Personal information
- Born: December 13, 1987 (age 38) Lachine, Quebec, Canada
- Listed height: 6 ft 1 in (1.85 m)
- Listed weight: 207 lb (94 kg)

Career information
- University: Concordia
- CFL draft: 2011: 6th round, 41st overall pick

Career history
- 2011: Winnipeg Blue Bombers*
- 2011: Hamilton Tiger-Cats
- 2014: Ottawa Redblacks*
- * Offseason or practice squad member only

Awards and highlights
- Peter Gorman Trophy (2007);
- Stats at CFL.ca

= Liam Mahoney =

Canadian football player (born 1987)

Liam Mahoney (born December 13, 1987) is a Canadian former professional football wide receiver.
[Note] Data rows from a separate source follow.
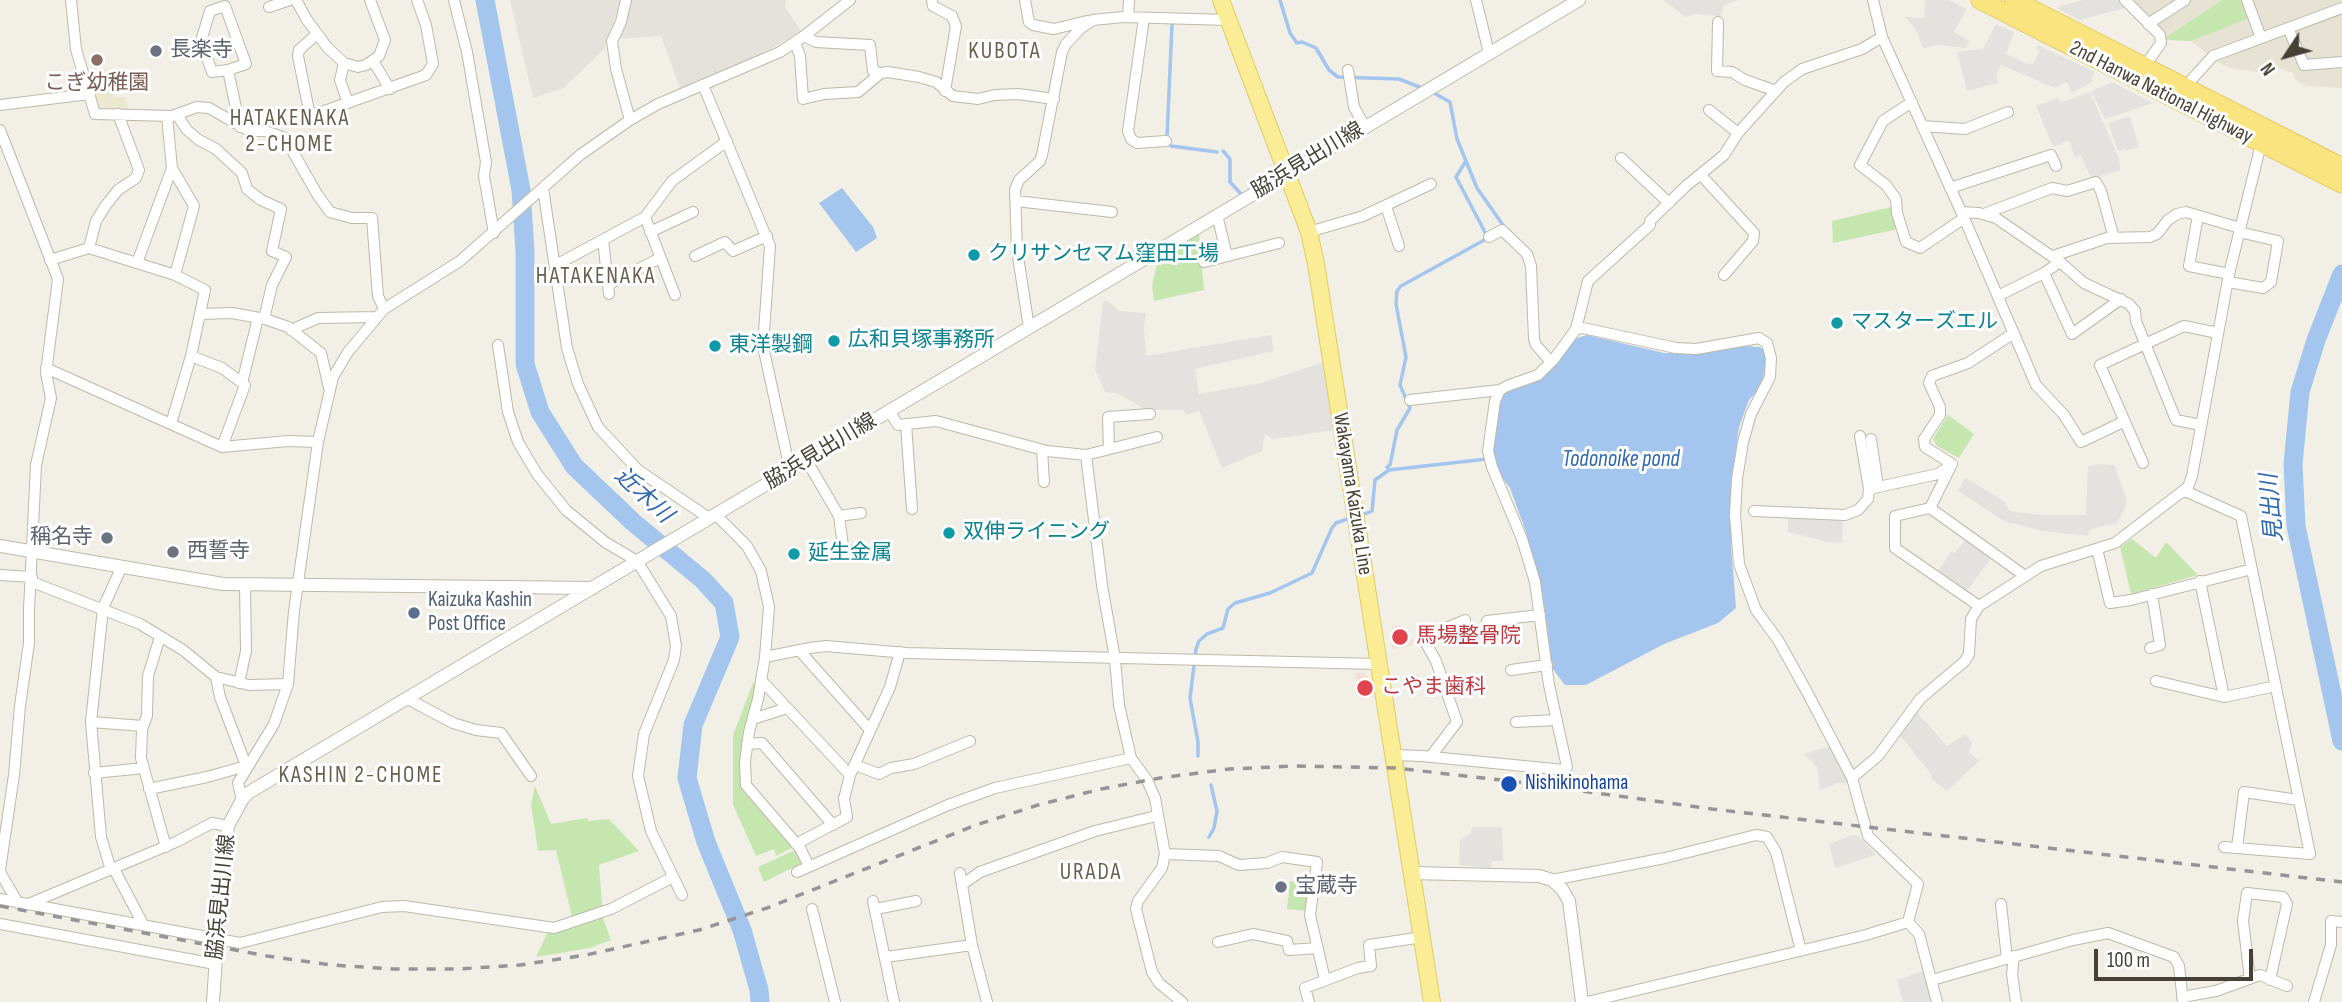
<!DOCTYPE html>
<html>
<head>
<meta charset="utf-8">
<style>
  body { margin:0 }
  #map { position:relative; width:2342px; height:1002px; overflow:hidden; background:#f2f0e6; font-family:"Sofia Sans Condensed",sans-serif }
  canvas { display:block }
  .north { position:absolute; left:2251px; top:21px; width:70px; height:70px; -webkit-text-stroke:5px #fff; paint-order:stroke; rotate:234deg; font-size:19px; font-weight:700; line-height:28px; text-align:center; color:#454135 }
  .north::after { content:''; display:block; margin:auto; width:24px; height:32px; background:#454135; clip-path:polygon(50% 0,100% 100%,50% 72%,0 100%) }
  .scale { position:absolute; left:2094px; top:949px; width:159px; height:32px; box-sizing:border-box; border:4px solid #454135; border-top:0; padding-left:9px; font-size:21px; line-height:24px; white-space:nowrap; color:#454135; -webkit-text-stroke:5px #fff; paint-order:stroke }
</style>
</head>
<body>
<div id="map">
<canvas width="2342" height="1002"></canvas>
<div class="north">N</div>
<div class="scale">100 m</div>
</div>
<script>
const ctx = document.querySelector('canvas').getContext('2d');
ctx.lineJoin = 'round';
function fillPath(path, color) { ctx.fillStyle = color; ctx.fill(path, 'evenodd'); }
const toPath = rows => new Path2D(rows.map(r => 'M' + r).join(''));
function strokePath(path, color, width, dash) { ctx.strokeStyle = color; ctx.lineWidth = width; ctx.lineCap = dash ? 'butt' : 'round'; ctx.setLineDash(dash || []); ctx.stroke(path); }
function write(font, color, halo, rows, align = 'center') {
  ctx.font = font + ' "Sofia Sans Condensed","Noto Sans JP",sans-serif'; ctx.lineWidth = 6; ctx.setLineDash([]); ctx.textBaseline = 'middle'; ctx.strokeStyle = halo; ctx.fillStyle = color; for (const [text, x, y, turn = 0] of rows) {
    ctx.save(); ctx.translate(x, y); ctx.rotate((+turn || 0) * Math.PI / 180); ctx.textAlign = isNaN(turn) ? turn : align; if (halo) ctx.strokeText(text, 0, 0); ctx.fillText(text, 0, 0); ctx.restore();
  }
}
fillPath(toPath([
  [2132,0,2222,0,2166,37],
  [2240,0,2342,0,2342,88,2307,86,2295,79,2293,73,2278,68,2257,72,2231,68,2220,64,2191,41,2248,19]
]), '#e6e3d4');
fillPath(toPath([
  [510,0,621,0,605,48,564,88,533,98],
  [630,0,786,0,785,7,801,31,755,58,681,91,661,36,620,39]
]), '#e5e2db');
fillPath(toPath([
  [108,68,114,97,125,97,129,110,98,110,86,72]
]), '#ebe7d0');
fillPath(toPath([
  [1401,625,1403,632,1409,631,1409,640,1414,639,1415,645,1392,649,1390,635,1394,634,1392,626],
  [1362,672,1370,679,1374,697,1360,699,1355,673]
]), '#f3e0da');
fillPath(toPath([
  [2222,0,2240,0,2248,19,2191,41,2167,40,2166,37],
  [1891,207,1898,229,1833,243,1832,221],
  [1199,233,1204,290,1154,301,1152,285,1158,260],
  [1948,415,1974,434,1959,458,1937,446,1933,439],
  [2132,539,2156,558,2166,542,2198,575,2131,594,2120,547],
  [760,681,743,780,795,846,776,856,774,849,756,856,733,805,733,735,753,683],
  [535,786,551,824,587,818,588,821,609,819,639,851,599,865,603,918,611,940,590,948,536,957,552,923,572,917,556,850,538,851,531,804],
  [795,850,802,863,764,882,758,867],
  [1290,881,1310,882,1307,911,1287,909]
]), '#c6e6b0');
fillPath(toPath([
  [1663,0,1739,0,1724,5,1721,16,1695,14,1686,17],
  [1925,0,1949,0,1967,9,1954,32,1970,41,1966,48,1939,45,1923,48,1916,30,1905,17,1924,18],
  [2083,0,2121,0,2125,8,2080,20,2058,9,2060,6],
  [1996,24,2014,32,2006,54,2027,64,2033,64,2040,50,2037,48,2038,45,2095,72,2091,78,2094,81,2071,93,2067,82,2055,88,2001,65,1996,76,1998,83,1967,91,1957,52,1983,49],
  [2112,82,2153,103,2105,119,2091,91],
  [2090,92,2119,158,2120,170,2091,179,2081,155,2075,157,2069,141,2053,147,2036,106,2058,98,2060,103],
  [2130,116,2139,147,2127,151,2125,149,2118,151,2108,123],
  [1106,300,1120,311,1146,313,1144,329,1146,356,1271,335,1274,351,1195,369,1199,394,1261,383,1327,361,1336,430,1273,439,1265,434,1262,451,1222,468,1199,411,1187,415,1183,410,1147,410,1116,393,1105,392,1095,370,1103,302],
  [2100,464,2114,465,2127,499,2124,511,2117,523,2090,529,2088,536,2043,531,2004,521,1958,491,1965,477,2005,502,2010,511,2041,515,2086,515,2088,466],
  [1788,515,1843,520,1842,543,1828,542,1788,532],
  [1967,539,1992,557,1966,592,1938,571,1951,552,1954,553],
  [1916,711,1947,746,1966,734,1972,743,1969,752,1979,761,1947,791,1932,779,1931,774,1899,734],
  [1831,746,1847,775,1847,783,1838,783,1820,790,1817,767,1804,754],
  [1472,827,1502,827,1503,861,1492,861,1491,868,1459,865,1460,840,1471,833],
  [1852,835,1860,837,1876,855,1835,868,1829,844],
  [1923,971,1932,1002,1903,1002,1897,980]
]), '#e4e2de');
fillPath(toPath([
  [842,188,873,227,877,238,856,252,819,203],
  [1587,335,1664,353,1692,354,1744,346,1760,347,1768,354,1761,387,1749,400,1739,427,1734,464,1731,546,1736,608,1718,623,1664,644,1586,685,1565,685,1552,668,1545,610,1526,532,1510,488,1497,471,1491,451,1500,401,1505,391,1528,384,1541,376,1574,339]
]), '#a3c5ee');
strokePath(toPath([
  [1280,0,1290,33,1297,43,1302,42,1316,48,1329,70,1338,77,1399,79,1422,88],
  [1432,92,1450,102,1457,139,1477,188,1505,228],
  [1167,137,1172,24],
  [1171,146,1217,152],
  [1223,151,1230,159,1230,182,1241,194],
  [1389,470,1387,467,1390,465,1397,430,1410,408,1400,385,1406,357,1396,304,1397,291,1401,286,1488,238,1456,177,1466,161],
  [1362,515,1372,511,1375,480,1389,470,1487,459],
  [1198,756,1198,742,1190,698,1196,649,1199,641,1207,634,1223,628,1228,609,1235,603,1270,593,1312,573,1332,528,1336,523,1350,518],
  [1209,837,1214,828,1217,811,1211,785]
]), '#a3c5ee', 3.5);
strokePath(toPath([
  [485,0,521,190,525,251,525,364,540,412,574,466,633,522,703,580,724,603,730,637,693,725,687,778,706,842,742,930,759,990,760,1002],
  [2342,274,2316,340,2300,392,2293,464,2296,526,2342,741]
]), '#a3c5ee', 19);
const minor = toPath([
  [71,0,76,49,95,114,172,116,197,107,209,108,249,131,265,131,285,138,317,194,330,212,352,218,372,218,378,296,384,309],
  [296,0,307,20,327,47,344,63,358,67,366,65,379,56,385,40,370,0],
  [454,0,467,52,486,162,484,176,494,233],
  [626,0,621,22,612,41,616,69,630,120],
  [932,0,933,6,952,16,956,26,945,91],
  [1025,0,1029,22,1033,25,1054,29,1087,21],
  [1476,0,1489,53],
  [1873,0,1882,37,1964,218,2036,385,2064,415,2081,442,2123,422],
  [2125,0,2160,35,2161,43,2144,67],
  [2247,0,2261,38],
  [269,7,290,0],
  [1128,17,1129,0],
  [1144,18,1128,131,1131,139,1137,143,1166,141],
  [1718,22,1717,71,1732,72,1745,80,1776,91],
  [2148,24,2185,0],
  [2288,28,2304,65,2342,62],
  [317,34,299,50,298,56,309,111,316,114,426,75,433,64,426,25,417,0],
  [804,36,816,42,870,45,873,71,881,73],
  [795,42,800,56,803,99,824,94,858,92,881,73,888,72,919,77,936,82,953,96,978,99,995,95,1018,94,1054,99],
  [373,61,390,89],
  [344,63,340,80,348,103],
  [228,70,212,72,201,41,210,11,225,6,246,64,228,70,240,127],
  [1348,70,1354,107,1365,127],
  [703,85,770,246,763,346,790,470],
  [2184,88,2213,56,2342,8],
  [1912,102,1883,121,1860,165,1886,185,1896,199,1897,213,1906,242,1920,248,1964,218],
  [0,105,89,94],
  [1709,110,1738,133],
  [177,115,187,130,199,140,216,149,242,173,247,189,261,200,281,209,272,251,286,257,272,285,264,319],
  [167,116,172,168,194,206,175,275],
  [1922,126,1965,129,2008,112],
  [0,130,58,279,46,373,51,398,36,465,29,610,29,643,20,706,14,775,0,870],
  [1621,158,1669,203],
  [1701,175,1754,233,1753,241,1724,275],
  [543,188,567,348,578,384,598,427,638,470,709,518],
  [1950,188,2051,155,2056,166],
  [1016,201,1112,212],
  [1386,206,1399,246],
  [1961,212,1979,213,1996,218,2060,262,2084,283,2129,304,2135,311,2136,321,2176,420,2201,425],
  [1984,214,2052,188,2067,191,2096,182,2101,191,2114,238],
  [1217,215,1227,256],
  [2198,216,2189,266,2229,274],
  [645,217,675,295],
  [650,232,693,212],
  [1309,232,1363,216,1431,184],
  [1489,237,1502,230,1527,254,1531,266,1534,339,1536,345,1551,362],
  [603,240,609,294],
  [89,248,96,221,106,205,118,190,136,178,139,170,118,114],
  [695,256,725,242,733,251,767,236],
  [2053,256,2107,238,2150,237,2157,234,2168,220,2177,214,2186,212,2240,228],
  [50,260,89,248,175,275,205,290,191,356,171,424],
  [1204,262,1279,243],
  [2060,262,2044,273,2072,334,2121,299],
  [137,263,172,168],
  [556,265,645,217,672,181,727,141],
  [2228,282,2263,288,2271,282,2278,241,2239,232],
  [608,285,660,258],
  [1998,296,2044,273],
  [201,314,232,313,265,319,288,327,321,353,329,388],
  [1029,328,1017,250,1015,190,1019,180,1040,161,1042,155,1062,52,1066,44,1081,28,1093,20,1123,17,1229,20],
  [1576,329,1588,281,1650,225,1650,221,1686,186,1724,155,1738,133,1784,82,1802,69,1862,49,1882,37],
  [291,330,318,318,376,317],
  [498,345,508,412,518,442,537,474,566,510,605,542,637,561,671,616,676,646,674,660,644,734,638,776,651,831,682,895],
  [191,356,222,368,245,385,222,447],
  [46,368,222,447,288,441,318,442],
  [242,383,258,318],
  [1410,400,1500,390],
  [889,411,898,425,936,421,1047,451,1086,455,1157,437],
  [906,424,912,509],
  [1860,436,1869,489],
  [1871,439,1878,487],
  [1109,449,1108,417,1150,414],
  [1042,450,1044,482],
  [1086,455,1102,585,1115,659,1119,705,1131,758,1147,780,1155,798,1165,854,1162,868,1138,901,1136,909,1152,972,1159,983,1182,1002],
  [807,461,839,516,843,546,846,551,865,549],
  [2143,463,2100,365,2184,326,2218,333],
  [2185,491,2241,516,2310,854,2224,847],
  [1930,508,2025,576],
  [1754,511,1845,515,1858,510,1868,499,1869,489,1938,474,1950,466],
  [716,515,747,546,761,571,769,607,765,657],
  [839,516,861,513],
  [2097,549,2110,603,2131,600,2252,569],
  [0,575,32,577],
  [2200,581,2224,697],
  [32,582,140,624,183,650,216,677,249,685,288,684],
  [1979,606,1895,548,1895,516,1930,508,1952,464,1925,447,1924,439,1940,415,1940,407,1929,383,1932,376,1968,363,2014,333],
  [1487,621,1540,615],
  [160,637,148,676,147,716,142,729,141,758,166,847],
  [2150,648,2160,645,2152,594],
  [799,650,870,730],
  [1511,670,1547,665],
  [216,677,220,697,247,768],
  [762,681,850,775],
  [2156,681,2224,697,2276,686],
  [239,683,246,651,245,585],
  [406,698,453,723,476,730,501,733,531,776],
  [753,719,787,708],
  [91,722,143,726],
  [1516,722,1557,720],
  [747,744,762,743,833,825],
  [1394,755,1422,756,1564,770,1567,767,1549,685,1535,582,1522,539,1492,467,1488,451,1495,401,1500,390,1507,386,1538,375,1554,359,1576,329,1583,328,1676,348,1696,349,1759,338,1767,343,1771,358,1770,377,1751,414,1743,442,1737,479,1735,515,1739,564,1756,610,1778,640,1807,692,1852,778,1868,836,1918,884,1908,922],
  [1431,756,1457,722,1436,661,1423,638,1465,620],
  [855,765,879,774,891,768,914,764,970,741],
  [94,773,144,768],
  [1852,778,1878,756,1920,699,1965,661,1969,654,1971,619,1979,606,2041,566,2115,543,2188,487,2192,476,2229,274,2261,144],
  [149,789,207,777,246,766],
  [242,800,238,783,274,724,288,684,294,611,318,442,333,377,348,352,384,309,460,261,580,155,630,120,658,104,780,52,804,36,850,0],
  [796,844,847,817,844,799,850,775,890,687,900,652],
  [2237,848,2244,792,2298,800],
  [1165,854,1219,856,1239,865,1267,863,1282,857,1317,862,1310,915,1325,980],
  [809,866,800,848,746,785,745,762,749,732,758,699,765,657,810,648,826,646,906,653,1378,664],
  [114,869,143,924],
  [111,870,101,837,91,722,103,608,122,566],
  [0,872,18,903],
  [797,872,948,805,995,788,1131,758],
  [960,873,972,945,987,1002],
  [1552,880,1665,858,1756,835,1767,837,1776,852,1801,951],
  [963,884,980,872,1095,831,1156,816],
  [0,899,240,943,382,907,404,906,554,928,611,909,673,877],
  [873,901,894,1002],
  [2001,904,2007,959],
  [26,905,176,842,212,823,228,826],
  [812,909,835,1002],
  [876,909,916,901],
  [0,924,215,964],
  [1218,942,1253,934,1287,941,1289,950,1318,948],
  [2014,956,2012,974,2016,1002],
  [886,957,972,945],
  [2250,979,2243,921,2247,893,2283,897,2287,904,2270,980],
  [1932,980,2073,940,2108,933,2174,957,2179,966,2183,1002],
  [2182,997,2216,991,2260,975,2287,986],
  [1309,1002,1305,988,1358,968,1371,966,1369,945,1423,937],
  [1587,1002,1866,935,1908,922,1919,934,1937,1002],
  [2314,1002,2331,945,2331,921,2342,922]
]);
const tertiary = toPath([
  [0,546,223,584,593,588],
  [1412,873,1539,876,1552,880,1562,889,1569,901,1582,1002],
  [213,1002,220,897,228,826,242,800,248,793,1579,0]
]);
const primary = toPath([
  [1221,0,1309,232,1316,264,1432,1002]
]);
const trunk = toPath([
  [1980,0,2342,184],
  [2014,0,2342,167]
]);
strokePath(minor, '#beb9a9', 12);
strokePath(tertiary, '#beb9a9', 14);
strokePath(primary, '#e0cc66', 18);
strokePath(trunk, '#d9b439', 19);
strokePath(minor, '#fff', 10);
strokePath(tertiary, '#fff', 12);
strokePath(primary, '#fbec96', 16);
strokePath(trunk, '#fae480', 18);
strokePath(toPath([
  [0,906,267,956,332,965,393,969,458,969,520,965,586,955,699,930,767,908,976,825,1038,805,1101,789,1160,778,1229,769,1296,766,1395,768,1510,781,1712,809,2342,882]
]), '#959595', 3.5, [9, 9]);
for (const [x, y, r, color] of [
  [156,51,7,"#6b7280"],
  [97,60,7,"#8d6e63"],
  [974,255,7,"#0f9aa8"],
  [1837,323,7,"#0f9aa8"],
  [834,341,7,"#0f9aa8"],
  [715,346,7,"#0f9aa8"],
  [949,533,7,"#0f9aa8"],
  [107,538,7,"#6b7280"],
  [173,552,7,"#6b7280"],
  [794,554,7,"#0f9aa8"],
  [414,613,7,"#5c6f8a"],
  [1400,637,9,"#e0444e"],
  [1365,688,9,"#e0444e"],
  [1509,784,9,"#1a4fb4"],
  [1281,887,7,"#6b7280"]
]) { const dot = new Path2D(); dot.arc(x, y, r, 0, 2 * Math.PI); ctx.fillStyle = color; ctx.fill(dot); strokePath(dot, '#fff', 2.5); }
write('21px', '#5b616d', '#fff', [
  ["長楽寺",170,51],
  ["稱名寺",93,538,"right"],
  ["西誓寺",187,552],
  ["宝蔵寺",1295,887]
], 'left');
write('21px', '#785e54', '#fff', [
  ["こぎ幼稚園",97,84]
]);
write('21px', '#454135', '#fff', [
  ["2nd Hanwa National Highway",2161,93,27],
  ["脇浜見出川線",1308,161,-31],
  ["脇浜見出川線",821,452,-31],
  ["Wakayama Kaizuka Line",1352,494,81],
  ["脇浜見出川線",222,897,-84]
]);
write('21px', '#0d838f', '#fff', [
  ["クリサンセマム窪田工場",988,255],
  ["マスターズエル",1851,323],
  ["広和貝塚事務所",848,341],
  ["東洋製鋼",729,346],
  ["双伸ライニング",963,533],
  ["延生金属",808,554]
], 'left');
write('21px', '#4e5e75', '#fff', [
  ["Kaizuka Kashin",428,601],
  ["Post Office",428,625]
], 'left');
write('21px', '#be3a42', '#fff', [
  ["馬場整骨院",1416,637],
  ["こやま歯科",1381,688]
], 'left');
write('21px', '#164399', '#fff', [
  ["Nishikinohama",1525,784]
], 'left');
ctx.letterSpacing = '2px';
write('23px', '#68604d', '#fff', [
  ["KUBOTA",1005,52],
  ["HATAKENAKA",290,119],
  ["2-CHOME",290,145],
  ["HATAKENAKA",596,277],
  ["KASHIN 2-CHOME",361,776],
  ["URADA",1091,873]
]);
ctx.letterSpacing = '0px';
write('italic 23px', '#3169ae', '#fff', [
  ["Todonoike pond",1621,460],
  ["近木川",643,496,43],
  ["見出川",2273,508,-95]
]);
</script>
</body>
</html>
He was drafted 41st overall by the Winnipeg Blue Bombers in the 2011 CFL draft, but was released during training camp. He subsequently signed with the Hamilton Tiger-Cats on July 25, 2011. He spent one season with the Tiger-Cats and eventually signed with the RedBlacks on February 28, 2014. He played CIS football for the Concordia Stingers. He was released by the Ottawa Redblacks on April 29, 2014.